(Collected data entries)

Segment Open

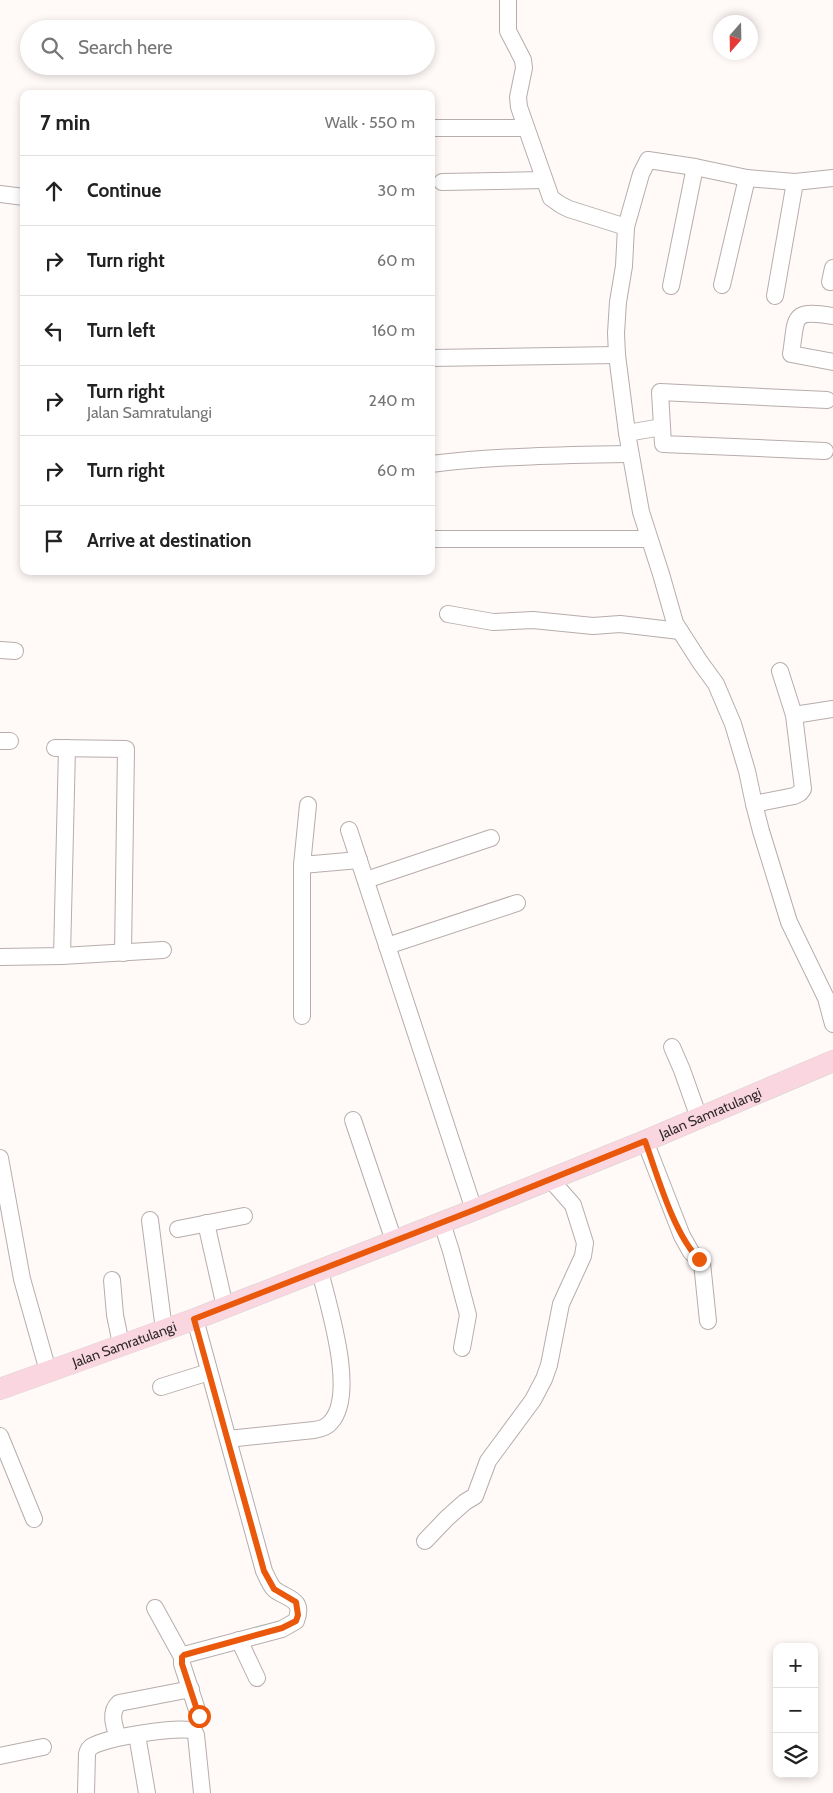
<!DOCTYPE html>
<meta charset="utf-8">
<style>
body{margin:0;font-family:Cabin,sans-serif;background:#f2f2f2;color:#222}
.controls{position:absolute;right:15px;bottom:15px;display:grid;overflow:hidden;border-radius:10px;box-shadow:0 2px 8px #0003}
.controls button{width:45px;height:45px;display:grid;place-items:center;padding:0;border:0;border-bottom:1px solid #e0e0e0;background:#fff;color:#222;font:25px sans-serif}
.compass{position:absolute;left:713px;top:15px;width:45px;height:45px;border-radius:50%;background:#fff;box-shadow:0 2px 8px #0003;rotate:200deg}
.stop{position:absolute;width:15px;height:15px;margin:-11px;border:4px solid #ea580c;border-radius:50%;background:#fff}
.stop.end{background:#ea580c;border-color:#fff;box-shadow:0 1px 5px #0008}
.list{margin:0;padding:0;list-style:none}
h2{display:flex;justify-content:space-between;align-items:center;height:65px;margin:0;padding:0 20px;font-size:21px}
h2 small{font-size:16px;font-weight:400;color:#767676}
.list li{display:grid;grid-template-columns:32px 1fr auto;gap:15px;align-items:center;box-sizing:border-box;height:70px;padding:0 20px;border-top:1px solid #e0e0e0}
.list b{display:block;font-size:19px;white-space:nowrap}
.list p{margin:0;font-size:16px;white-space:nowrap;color:#767676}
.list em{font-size:16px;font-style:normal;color:#767676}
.icon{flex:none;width:28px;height:28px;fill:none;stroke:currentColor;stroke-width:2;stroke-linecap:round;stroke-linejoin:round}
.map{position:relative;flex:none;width:833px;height:1793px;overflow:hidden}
.search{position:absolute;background:#fff;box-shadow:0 2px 8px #0003;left:20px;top:20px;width:415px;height:55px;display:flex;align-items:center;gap:12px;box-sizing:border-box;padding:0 18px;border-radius:28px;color:#767676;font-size:19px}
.panel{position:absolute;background:#fff;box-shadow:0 2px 8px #0003;left:20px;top:90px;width:415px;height:485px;border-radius:10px}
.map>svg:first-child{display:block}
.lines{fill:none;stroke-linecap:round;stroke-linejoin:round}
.minor-casing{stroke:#b6adac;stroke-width:18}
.major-casing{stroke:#d5d4d4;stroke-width:22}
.minor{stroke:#fff;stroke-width:16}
.major{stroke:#fad6e0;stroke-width:21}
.route{stroke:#ea580c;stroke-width:6}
.labels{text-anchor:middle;stroke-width:4;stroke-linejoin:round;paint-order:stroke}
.street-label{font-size:14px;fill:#2e2a2a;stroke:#fff}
</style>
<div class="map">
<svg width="833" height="1793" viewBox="0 0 833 1793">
<rect width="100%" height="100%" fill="#fff9f8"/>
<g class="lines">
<defs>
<g id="minor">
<path d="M 508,0 L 508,31 L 523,60 L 524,68 L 518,97 L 519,107 L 551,198 L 561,205 L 569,209 L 626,227 L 624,266 L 618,302 L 616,333 L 617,355 L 627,433 L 641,512 L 661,574 L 675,623 L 700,662 L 716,684 L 733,724 L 747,771 L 754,804 L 761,831 L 789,922 L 826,998 L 833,1024"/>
<path d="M 431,128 L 526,128"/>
<path d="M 442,182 L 544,180"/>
<path d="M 0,194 L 24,197"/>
<path d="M 626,227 L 641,174 L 648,160 L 695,167 L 747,178 L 795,182 L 833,178"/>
<path d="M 830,282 L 833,268"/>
<path d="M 722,285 L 747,178"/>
<path d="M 671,286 L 695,167"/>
<path d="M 775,296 L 795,182"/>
<path d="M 833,316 C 790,309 797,317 791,354 L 833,362"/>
<path d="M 431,358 L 617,355"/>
<path d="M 627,433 L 662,427"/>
<path d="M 825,451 L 663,444 L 660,392 L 827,400"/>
<path d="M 431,464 C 497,456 564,455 630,454"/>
<path d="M 431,539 L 649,539"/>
<path d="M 448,614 L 493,622 L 533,620 L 593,626 L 620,624 L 680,631"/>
<path d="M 0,650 L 15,651"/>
<path d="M 794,715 L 833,709"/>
<path d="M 0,741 L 10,741"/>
<path d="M 55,748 L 126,749 L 123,953"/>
<path d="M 754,804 L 794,796 L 800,793 L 803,789 L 794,715 L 780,671"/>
<path d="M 349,830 L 474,1210"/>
<path d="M 302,865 L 359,860"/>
<path d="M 366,880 L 491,838"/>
<path d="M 387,946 L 517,903"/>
<path d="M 62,956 L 67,748"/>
<path d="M 0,957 L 62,956 L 163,950"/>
<path d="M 302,1016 L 302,865 L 308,805"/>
<path d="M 672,1047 L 682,1070 L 699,1118"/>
<path d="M 353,1120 L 394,1241"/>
<path d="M 645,1141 L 682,1236 L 691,1252 L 702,1263 L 708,1321"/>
<path d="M 0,1158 L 22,1279 L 48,1371"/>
<path d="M 150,1220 L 164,1330"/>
<path d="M 206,1223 L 225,1307"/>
<path d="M 442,1223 L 451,1251 L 468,1315 L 462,1348"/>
<path d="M 178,1229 L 244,1216"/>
<path d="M 112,1280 L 115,1315 L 121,1344"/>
<path d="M 195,1319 L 264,1571 C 267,1577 270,1585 274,1589 C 286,1599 305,1598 296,1621 L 282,1629 L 184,1655 L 182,1657 L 182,1664 L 199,1716"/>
<path d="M 161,1387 L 209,1372"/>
<path d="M 0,1436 L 34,1519"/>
<path d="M 228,1439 L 314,1430 C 321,1429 327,1427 331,1422 C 357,1393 328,1305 320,1271"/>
<path d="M 425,1541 L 447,1518 L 465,1502 L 475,1496 L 488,1461 L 533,1400 L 544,1379 L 549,1365 L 561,1304 L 583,1256 L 585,1243 L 573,1205 L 551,1180"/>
<path d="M 155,1608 L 182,1657"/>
<path d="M 239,1640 L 257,1678"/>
<path d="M 137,1735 L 147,1793"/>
<path d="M 118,1737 C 114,1726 109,1712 119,1703 L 191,1689"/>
<path d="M 0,1756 L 43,1747"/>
<path d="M 86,1793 L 87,1754 C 88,1750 88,1750 91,1747 C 103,1738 181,1725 194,1731 L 196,1735 L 202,1793"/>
</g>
<g id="major">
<path id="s1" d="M 0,1389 L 195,1319 L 474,1210 L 645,1141 L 833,1061"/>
</g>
</defs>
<use href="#minor" class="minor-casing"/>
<use href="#major" class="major-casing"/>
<use href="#minor" class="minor"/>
<use href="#major" class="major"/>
</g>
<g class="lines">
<path class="route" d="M 199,1716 L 182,1664 L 182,1657 L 184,1655 L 282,1628 L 296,1621 L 298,1615 L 296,1602 L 274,1589 L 264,1571 L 194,1319 L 474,1210 L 645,1141 C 657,1174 674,1235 699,1259"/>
</g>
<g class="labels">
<g class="street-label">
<text dy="5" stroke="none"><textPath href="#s1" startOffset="762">Jalan Samratulangi</textPath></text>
<text dy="5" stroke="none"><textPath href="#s1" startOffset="132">Jalan Samratulangi</textPath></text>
</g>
</g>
</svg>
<div class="controls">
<button>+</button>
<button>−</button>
<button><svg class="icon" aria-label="layers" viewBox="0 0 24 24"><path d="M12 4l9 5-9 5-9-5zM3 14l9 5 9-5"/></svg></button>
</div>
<svg class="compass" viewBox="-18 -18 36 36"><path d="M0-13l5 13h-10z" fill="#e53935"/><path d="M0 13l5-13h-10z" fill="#767676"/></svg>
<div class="stop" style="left:199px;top:1716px"></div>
<div class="stop end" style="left:699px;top:1259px"></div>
<div class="search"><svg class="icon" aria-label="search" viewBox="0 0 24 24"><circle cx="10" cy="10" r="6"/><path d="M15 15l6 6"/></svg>Search here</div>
<section class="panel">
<h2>7 min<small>Walk · 550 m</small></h2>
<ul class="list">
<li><svg class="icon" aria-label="ahead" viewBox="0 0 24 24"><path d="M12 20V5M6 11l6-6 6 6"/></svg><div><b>Continue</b></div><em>30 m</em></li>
<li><svg class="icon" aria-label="right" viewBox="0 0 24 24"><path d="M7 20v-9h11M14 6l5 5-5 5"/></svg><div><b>Turn right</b></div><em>60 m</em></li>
<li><svg class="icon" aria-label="left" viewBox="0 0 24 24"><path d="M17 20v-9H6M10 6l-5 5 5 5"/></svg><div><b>Turn left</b></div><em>160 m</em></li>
<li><svg class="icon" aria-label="right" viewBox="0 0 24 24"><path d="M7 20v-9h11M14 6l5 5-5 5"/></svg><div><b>Turn right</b><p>Jalan Samratulangi</p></div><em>240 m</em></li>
<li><svg class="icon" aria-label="right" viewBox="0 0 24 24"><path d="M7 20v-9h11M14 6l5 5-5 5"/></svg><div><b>Turn right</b></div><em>60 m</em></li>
<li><svg class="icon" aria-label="arrive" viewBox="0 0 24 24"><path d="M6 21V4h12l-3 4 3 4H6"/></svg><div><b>Arrive at destination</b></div></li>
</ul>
</section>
</div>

Segment Closed

Which lines of the data include "casing"? Copy each of them.

Expected answer >>
.minor-casing{stroke:#b6adac;stroke-width:18}
.major-casing{stroke:#d5d4d4;stroke-width:22}
<use href="#minor" class="minor-casing"/>
<use href="#major" class="major-casing"/>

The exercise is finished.